If you approach from the mathematics side of things, building on log₁₀ is the completely obvious approach to use. If it seems unintuitive, that’s just because you don’t understand logarithms.
> the autograding test cases did not include a test using a power of 10.
That’s a pretty glaring oversight. Boundary cases are probably the most important things to cover in such tests. I’d be wanting to test things like 0, 1, 9, 10, 11, 99, 100, 101, and so forth. (Also negative numbers, unless the problem explicitly constrained it to {0, 1, 2, …}.)
We often talk about edge cases in testing, but this reveals that the edges can be not just at the extremes, but also at intermediate value changes. Put another way (still fuzzy!), these are the interesting values. You test interesting values.
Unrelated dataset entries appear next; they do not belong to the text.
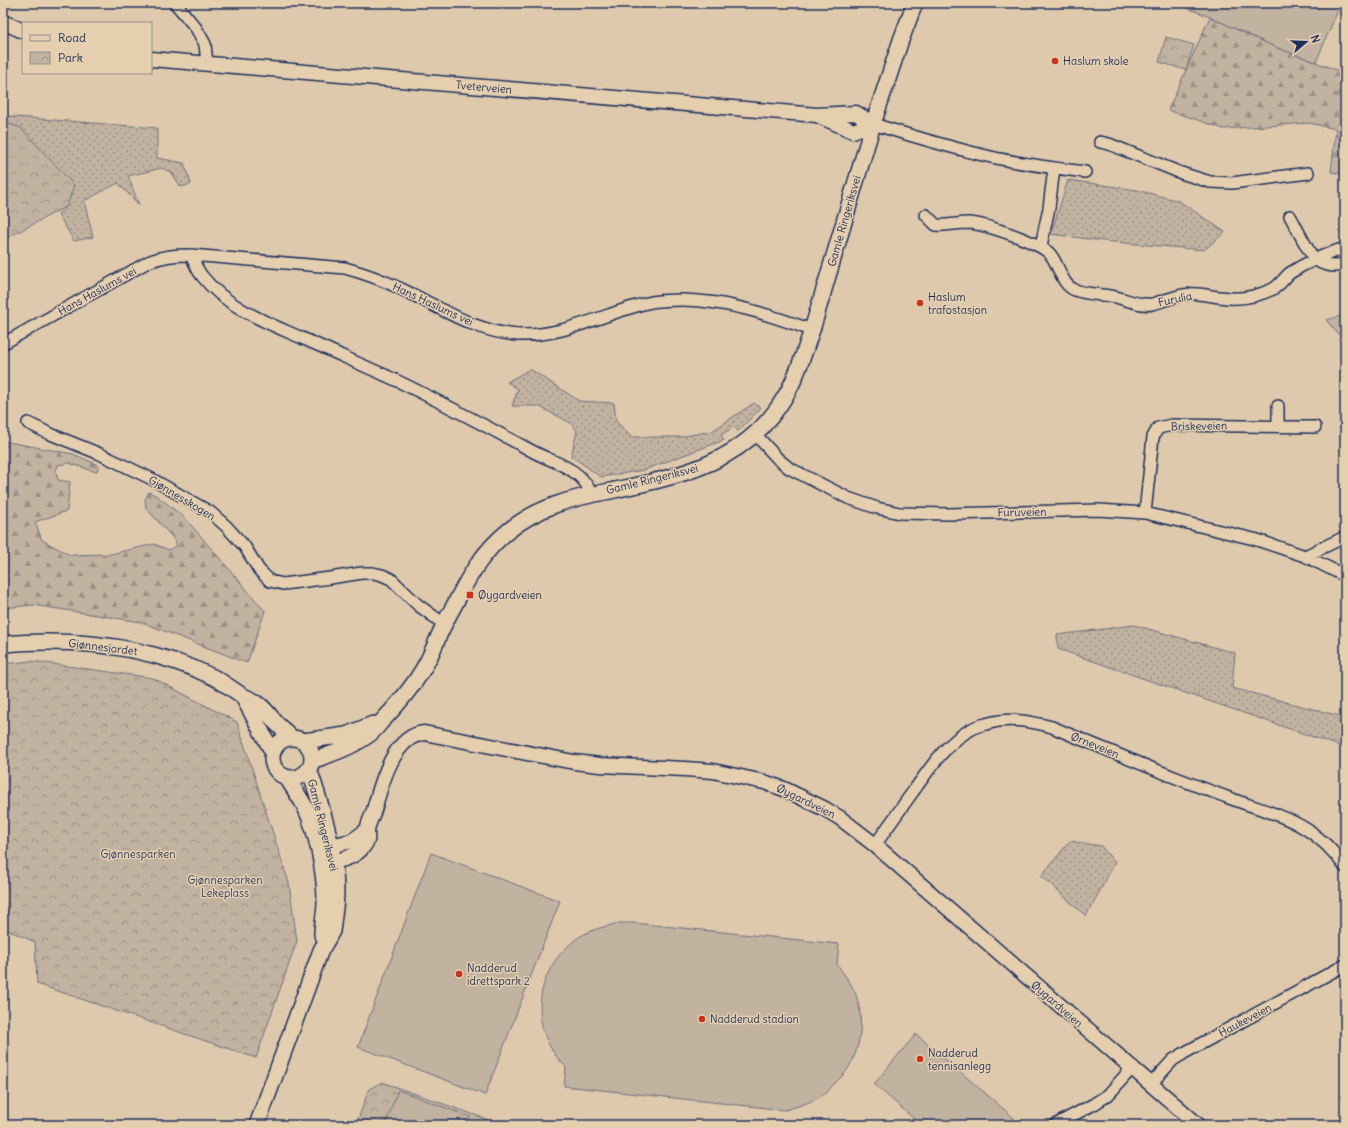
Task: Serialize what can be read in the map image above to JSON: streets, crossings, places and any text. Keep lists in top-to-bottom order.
{
  "streets": {
    "main road": ["Gamle Ringeriksvei", "Gjønnesjordet"],
    "street": [
      "Tveterveien",
      "Hans Haslums vei",
      "Furulia",
      "Briskeveien",
      "Gjønnesskogen",
      "Furuveien",
      "Ørneveien",
      "Øygardveien",
      "Haukeveien"
    ]
  },
  "crossings": [
    ["Tveterveien", "Gamle Ringeriksvei"],
    ["Gamle Ringeriksvei", "Hans Haslums vei"],
    ["Gamle Ringeriksvei", "Gjønnesskogen"],
    ["Gamle Ringeriksvei", "Furuveien"],
    ["Gamle Ringeriksvei", "Gjønnesjordet"],
    ["Gamle Ringeriksvei", "Øygardveien"],
    ["Briskeveien", "Furuveien"],
    ["Ørneveien", "Øygardveien"],
    ["Øygardveien", "Haukeveien"]
  ],
  "parks": ["Gjønnesparken", "Gjønnesparken Lekeplass"],
  "places": {
    "other": [
      "Haslum skole",
      "Haslum trafostasjon",
      "Nadderud idrettspark 2",
      "Nadderud stadion",
      "Nadderud tennisanlegg"
    ],
    "transit": ["Øygardveien"]
  },
  "legend": ["Road", "Park"],
  "north": "right"
}
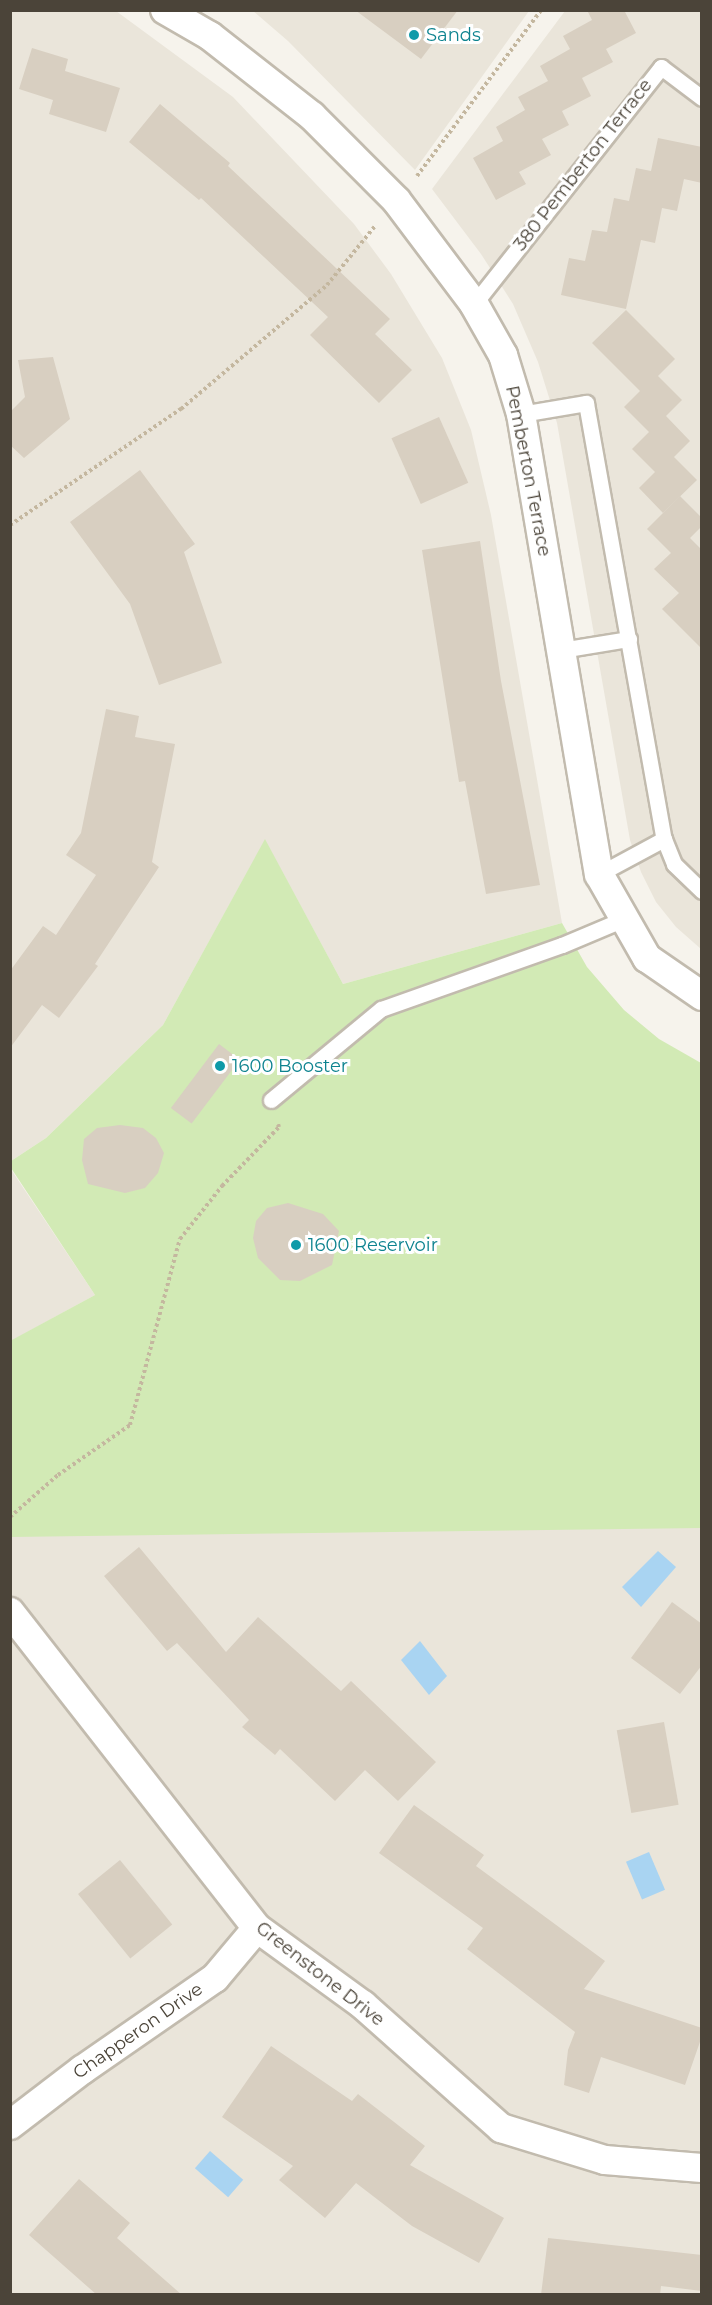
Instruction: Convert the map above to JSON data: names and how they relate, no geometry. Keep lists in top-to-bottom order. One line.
{"streets":{"street":["Pemberton Terrace","Greenstone Drive","Chapperon Drive"],"lane":["380 Pemberton Terrace"]},"crossings":[["380 Pemberton Terrace","Pemberton Terrace"],["Greenstone Drive","Chapperon Drive"]],"places":["Sands","1600 Booster","1600 Reservoir"]}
This would also be a good place to use property testing; instead of hard-coding a bunch of tests (or perhaps as well as), compare against a large number of generated values, comparing with a known-good implementation, probably just len(str(number)).
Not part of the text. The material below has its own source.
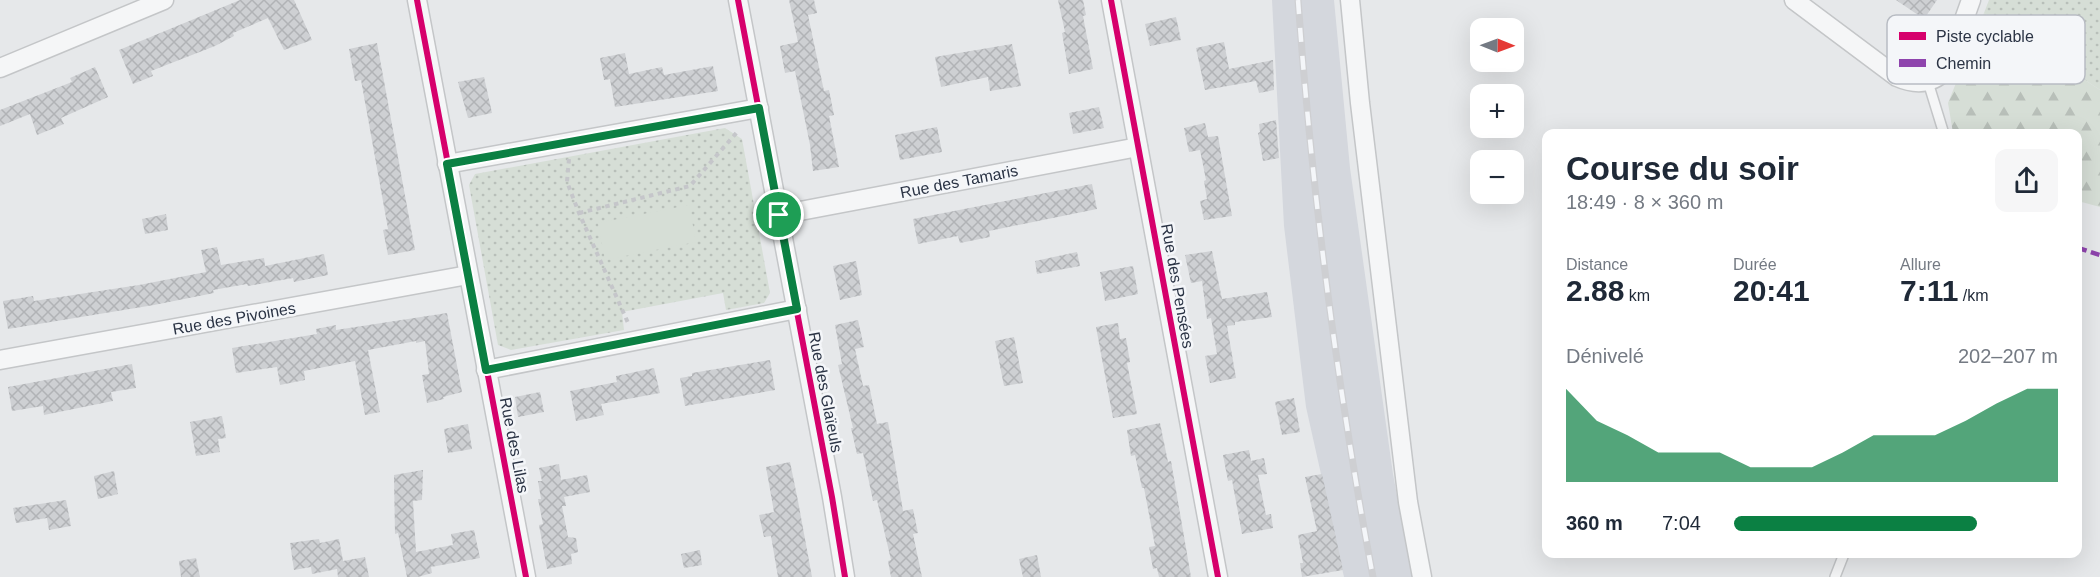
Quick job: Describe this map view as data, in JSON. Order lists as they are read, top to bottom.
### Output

On another note, you have a very interesting website, I will be in touch at some point when I decide to tackle Rust
In a lot of cases, the most useful property is "for all inputs, the result is the right answer", but we don't know the right answer until we've written the algorithm, and there's not usually much point writing two algorithms unless, like here, one of those algorithms is trivial correct but inappropriate for some reason.
More generally, I feel like the more trivial a property is to check, the simpler the code to implement it is, and the less useful the test is in general. In the extreme case, a getter/setter pair is very easy to test with PBT, but you rarely need to be testing your getters and setters.
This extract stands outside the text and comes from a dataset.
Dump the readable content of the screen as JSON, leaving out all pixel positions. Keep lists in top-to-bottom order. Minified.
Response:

The goal is to learn, and the point of the exercises is to teach a specific concept. If a student finds a different way around the problem, that may show that they're already proficient in other skills, but they haven't necessarily learned the concept being taught in this class yet. A good instructor would probably acknowledge the solution, but add extra boundaries to the task to get the student to explore the problem in a way that lets them encounter the testing difficulties discussed here.
It's like smuggling a calculator into a class about mental maths strategies: you'll probably do very well in the final test, but you won't have learned anything!
int numDigits(int num){
if (num < 0){
return numDigits(-1 * num);
}
if (num < 10){
return 1;
}
if (num < 100){
return 2;
}
if (num < 1000){
return 3;
}
if (num < 10000){
return 4;
}
if (num < 100000){
return 5;
}
if (num < 1000000){
return 6;
}
if (num < 10000000){
return 7;
}
if (num < 100000000){
return 8;
}
if (num < 1000000000){
return 9;
}
return 10; // cant be more than 10 since sizeof(int) == 4, otherwise extend to 19
}If the number is less than 10, return one, otherwise is it less than 100, ...
You should prefer the simplest tool that can do the job. Multiplication is simpler than division. You could digress about floating point errors (Python has infinite-precision integers, but not infinite- precision floats) or performance (division may be in some contexts meaningfully slower) but those are just digressions, the important thing is that it's more complicated.
The edge cases also seem completely clear to me in this approach, you won't accidentally write <= 100, and 0 is handled automatically.
Of course, the division and log and string methods are all fine in practice, but I'm surprised not to see this alternative mentioned.
My Favorite Programming Problem to Teach: Digit Length - >>21500434 - Nov 2019 (106 comments)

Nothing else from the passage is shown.